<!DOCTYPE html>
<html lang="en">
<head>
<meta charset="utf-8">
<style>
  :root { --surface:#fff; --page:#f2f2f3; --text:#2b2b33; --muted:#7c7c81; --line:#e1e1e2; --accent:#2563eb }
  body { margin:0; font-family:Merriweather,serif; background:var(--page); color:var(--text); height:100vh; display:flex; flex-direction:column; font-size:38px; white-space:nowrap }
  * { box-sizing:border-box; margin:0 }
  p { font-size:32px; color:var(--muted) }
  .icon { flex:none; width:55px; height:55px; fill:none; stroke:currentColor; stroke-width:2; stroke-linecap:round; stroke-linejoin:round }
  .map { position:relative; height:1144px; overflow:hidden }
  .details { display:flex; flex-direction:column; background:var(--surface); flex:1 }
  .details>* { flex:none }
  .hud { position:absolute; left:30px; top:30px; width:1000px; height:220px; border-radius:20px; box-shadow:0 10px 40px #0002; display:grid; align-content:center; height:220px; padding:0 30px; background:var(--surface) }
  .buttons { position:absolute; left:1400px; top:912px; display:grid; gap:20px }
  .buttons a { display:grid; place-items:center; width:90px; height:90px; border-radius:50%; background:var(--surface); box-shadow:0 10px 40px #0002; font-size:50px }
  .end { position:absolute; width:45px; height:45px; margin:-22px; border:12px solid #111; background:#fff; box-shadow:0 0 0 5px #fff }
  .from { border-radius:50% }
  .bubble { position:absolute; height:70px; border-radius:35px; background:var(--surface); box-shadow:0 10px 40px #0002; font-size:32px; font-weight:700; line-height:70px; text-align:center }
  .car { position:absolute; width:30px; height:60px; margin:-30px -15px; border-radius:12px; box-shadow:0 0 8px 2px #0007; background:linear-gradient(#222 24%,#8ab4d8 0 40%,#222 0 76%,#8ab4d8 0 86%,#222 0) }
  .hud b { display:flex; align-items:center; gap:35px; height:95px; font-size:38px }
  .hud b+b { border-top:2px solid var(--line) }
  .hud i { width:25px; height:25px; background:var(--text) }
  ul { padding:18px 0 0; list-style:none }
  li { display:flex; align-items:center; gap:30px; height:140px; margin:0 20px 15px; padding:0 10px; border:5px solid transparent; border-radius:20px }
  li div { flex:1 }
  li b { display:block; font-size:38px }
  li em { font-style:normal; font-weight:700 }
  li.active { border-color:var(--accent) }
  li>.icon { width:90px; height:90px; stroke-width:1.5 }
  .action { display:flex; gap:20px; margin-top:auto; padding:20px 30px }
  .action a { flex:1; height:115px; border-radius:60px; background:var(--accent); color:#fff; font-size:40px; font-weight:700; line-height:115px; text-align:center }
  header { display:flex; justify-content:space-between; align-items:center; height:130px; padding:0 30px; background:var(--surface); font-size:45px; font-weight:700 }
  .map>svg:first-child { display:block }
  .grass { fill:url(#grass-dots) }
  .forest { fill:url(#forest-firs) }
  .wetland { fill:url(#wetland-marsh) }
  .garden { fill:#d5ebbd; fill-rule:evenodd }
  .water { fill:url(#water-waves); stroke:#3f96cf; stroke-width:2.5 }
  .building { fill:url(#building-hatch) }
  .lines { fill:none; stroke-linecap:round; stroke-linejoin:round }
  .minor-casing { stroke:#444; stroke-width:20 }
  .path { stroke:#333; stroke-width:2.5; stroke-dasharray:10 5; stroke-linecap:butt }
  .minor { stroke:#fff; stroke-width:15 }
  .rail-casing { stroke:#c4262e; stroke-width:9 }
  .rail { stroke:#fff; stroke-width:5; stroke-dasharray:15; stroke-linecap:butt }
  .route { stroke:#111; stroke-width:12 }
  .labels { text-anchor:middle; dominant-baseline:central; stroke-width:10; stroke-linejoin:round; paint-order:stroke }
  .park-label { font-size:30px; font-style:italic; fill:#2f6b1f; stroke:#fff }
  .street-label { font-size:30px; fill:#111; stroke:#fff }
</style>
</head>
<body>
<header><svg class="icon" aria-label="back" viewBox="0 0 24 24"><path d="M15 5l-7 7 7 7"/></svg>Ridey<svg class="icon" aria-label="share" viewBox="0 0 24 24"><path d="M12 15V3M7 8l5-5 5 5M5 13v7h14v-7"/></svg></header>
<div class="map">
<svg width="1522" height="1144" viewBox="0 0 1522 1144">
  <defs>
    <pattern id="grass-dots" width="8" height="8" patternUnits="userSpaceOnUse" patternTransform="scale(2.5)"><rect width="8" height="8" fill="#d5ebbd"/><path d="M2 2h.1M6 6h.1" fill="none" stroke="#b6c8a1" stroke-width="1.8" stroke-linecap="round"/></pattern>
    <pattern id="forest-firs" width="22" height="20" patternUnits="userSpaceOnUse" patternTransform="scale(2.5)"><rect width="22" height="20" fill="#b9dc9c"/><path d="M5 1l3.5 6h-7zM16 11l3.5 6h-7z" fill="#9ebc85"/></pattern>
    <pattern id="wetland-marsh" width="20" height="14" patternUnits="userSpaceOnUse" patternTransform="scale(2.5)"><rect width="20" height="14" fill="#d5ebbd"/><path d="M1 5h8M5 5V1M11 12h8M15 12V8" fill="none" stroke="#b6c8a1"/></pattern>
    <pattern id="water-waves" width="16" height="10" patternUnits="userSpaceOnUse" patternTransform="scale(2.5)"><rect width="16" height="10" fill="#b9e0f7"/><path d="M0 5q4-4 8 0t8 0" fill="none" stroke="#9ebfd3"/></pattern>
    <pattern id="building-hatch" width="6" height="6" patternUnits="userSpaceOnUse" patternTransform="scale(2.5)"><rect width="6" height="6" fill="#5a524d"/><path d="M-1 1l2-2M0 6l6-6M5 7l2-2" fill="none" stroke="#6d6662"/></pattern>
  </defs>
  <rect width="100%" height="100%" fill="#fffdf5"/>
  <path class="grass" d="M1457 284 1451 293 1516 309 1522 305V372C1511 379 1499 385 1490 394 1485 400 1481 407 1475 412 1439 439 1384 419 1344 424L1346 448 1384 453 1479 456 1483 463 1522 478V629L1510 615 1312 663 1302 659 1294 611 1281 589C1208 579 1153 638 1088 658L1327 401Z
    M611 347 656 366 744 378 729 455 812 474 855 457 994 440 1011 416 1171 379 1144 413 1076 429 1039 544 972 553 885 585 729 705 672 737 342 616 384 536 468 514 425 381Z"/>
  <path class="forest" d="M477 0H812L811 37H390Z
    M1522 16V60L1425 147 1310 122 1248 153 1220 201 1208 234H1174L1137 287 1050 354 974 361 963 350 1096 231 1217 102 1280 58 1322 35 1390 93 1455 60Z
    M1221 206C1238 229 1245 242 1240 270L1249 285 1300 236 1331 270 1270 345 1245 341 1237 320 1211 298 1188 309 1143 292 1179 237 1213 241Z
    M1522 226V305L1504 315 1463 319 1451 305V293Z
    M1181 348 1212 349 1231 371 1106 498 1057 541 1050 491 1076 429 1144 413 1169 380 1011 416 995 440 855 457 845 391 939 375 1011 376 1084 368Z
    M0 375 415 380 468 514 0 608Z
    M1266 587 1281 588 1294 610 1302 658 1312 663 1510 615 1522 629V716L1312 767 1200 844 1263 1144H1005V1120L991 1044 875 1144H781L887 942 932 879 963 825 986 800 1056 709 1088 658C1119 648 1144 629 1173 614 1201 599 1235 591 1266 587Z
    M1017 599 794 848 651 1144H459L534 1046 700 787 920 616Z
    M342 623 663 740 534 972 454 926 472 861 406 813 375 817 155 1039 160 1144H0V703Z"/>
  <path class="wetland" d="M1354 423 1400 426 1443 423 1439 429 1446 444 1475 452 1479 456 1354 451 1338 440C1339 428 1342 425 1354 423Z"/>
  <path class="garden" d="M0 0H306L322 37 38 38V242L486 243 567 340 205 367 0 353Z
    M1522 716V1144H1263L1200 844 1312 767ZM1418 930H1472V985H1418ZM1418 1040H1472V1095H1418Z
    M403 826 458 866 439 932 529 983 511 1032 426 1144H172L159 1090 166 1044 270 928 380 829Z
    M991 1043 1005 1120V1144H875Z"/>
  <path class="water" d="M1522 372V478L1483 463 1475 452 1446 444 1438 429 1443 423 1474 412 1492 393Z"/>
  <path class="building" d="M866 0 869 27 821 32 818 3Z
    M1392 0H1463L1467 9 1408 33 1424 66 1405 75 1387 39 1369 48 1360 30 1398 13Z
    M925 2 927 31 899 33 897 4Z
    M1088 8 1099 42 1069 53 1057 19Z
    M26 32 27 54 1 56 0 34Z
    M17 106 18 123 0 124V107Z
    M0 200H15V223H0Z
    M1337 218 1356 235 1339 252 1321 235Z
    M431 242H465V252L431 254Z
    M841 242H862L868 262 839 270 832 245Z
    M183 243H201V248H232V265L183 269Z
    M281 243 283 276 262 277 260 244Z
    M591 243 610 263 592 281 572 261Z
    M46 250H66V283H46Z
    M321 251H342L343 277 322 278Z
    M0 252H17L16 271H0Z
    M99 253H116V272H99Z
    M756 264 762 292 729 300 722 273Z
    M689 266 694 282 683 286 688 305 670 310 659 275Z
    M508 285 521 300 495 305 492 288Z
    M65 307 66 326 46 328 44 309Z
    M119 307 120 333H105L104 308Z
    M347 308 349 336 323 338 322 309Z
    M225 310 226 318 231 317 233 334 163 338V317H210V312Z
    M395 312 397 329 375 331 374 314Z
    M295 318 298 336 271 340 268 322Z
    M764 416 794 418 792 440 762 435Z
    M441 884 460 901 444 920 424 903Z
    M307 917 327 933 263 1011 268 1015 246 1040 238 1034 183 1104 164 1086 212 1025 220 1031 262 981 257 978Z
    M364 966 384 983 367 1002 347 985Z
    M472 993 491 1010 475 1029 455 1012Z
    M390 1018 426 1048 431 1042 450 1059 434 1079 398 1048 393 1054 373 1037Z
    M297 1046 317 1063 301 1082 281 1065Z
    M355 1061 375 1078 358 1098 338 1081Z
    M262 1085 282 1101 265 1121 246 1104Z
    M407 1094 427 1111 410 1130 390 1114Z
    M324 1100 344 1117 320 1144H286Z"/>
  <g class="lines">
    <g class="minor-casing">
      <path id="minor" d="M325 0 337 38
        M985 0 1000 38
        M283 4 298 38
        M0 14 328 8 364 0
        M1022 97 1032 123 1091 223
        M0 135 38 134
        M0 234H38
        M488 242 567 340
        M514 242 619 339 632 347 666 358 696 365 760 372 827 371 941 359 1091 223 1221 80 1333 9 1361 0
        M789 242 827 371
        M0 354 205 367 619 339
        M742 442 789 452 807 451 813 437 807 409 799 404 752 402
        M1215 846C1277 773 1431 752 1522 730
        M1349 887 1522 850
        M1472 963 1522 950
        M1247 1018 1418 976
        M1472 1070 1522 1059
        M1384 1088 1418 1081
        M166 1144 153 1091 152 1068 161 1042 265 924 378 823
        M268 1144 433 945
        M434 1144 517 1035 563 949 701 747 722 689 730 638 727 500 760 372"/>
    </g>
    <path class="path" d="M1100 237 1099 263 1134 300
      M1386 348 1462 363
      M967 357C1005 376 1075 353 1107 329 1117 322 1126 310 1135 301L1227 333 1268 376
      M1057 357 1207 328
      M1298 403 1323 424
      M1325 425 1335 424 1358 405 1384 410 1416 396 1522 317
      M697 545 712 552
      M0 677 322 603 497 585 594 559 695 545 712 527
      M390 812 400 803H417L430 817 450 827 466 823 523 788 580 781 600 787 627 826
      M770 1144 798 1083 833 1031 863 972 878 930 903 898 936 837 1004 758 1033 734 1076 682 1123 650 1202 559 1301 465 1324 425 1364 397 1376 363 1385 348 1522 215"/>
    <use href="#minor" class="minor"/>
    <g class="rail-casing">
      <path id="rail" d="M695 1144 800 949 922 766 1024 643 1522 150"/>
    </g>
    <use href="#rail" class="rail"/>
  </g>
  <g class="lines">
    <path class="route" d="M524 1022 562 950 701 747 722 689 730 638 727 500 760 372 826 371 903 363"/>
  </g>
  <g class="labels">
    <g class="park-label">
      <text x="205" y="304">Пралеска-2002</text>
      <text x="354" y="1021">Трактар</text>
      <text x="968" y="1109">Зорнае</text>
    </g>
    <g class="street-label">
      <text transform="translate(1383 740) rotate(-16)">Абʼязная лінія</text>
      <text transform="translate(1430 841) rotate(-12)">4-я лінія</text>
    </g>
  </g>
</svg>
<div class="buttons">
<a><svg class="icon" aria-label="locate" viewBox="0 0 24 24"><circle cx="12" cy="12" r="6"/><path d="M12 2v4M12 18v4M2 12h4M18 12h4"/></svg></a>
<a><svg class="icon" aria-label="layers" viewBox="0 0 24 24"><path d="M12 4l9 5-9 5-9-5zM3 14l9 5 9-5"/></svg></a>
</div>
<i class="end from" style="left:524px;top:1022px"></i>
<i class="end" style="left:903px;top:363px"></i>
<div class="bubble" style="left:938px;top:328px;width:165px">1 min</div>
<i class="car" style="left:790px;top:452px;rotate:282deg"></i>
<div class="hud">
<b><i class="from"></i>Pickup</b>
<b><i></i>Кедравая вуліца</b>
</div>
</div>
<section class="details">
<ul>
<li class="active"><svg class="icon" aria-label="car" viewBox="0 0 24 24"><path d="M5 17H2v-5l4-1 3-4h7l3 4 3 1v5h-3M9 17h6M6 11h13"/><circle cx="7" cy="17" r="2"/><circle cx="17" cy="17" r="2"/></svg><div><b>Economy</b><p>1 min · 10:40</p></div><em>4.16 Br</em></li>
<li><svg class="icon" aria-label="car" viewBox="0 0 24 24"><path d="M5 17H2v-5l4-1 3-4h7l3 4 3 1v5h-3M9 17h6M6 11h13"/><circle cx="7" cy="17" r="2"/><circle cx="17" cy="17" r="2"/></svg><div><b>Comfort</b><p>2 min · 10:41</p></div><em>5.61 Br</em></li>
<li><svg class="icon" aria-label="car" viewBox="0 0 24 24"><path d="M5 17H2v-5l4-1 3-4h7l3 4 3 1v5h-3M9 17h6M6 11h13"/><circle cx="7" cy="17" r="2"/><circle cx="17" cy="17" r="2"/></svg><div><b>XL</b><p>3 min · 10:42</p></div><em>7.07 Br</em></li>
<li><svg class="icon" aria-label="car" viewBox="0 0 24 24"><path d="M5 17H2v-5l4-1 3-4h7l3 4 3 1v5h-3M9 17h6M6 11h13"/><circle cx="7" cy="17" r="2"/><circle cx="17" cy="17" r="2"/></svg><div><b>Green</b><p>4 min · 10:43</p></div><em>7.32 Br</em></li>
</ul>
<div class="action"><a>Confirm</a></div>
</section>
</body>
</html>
-----
▶ PROBLEM DETAILS
Determine the number of lines in the data that include the word "building", and provide that number without comment.

▶ ANSWER SECTION
3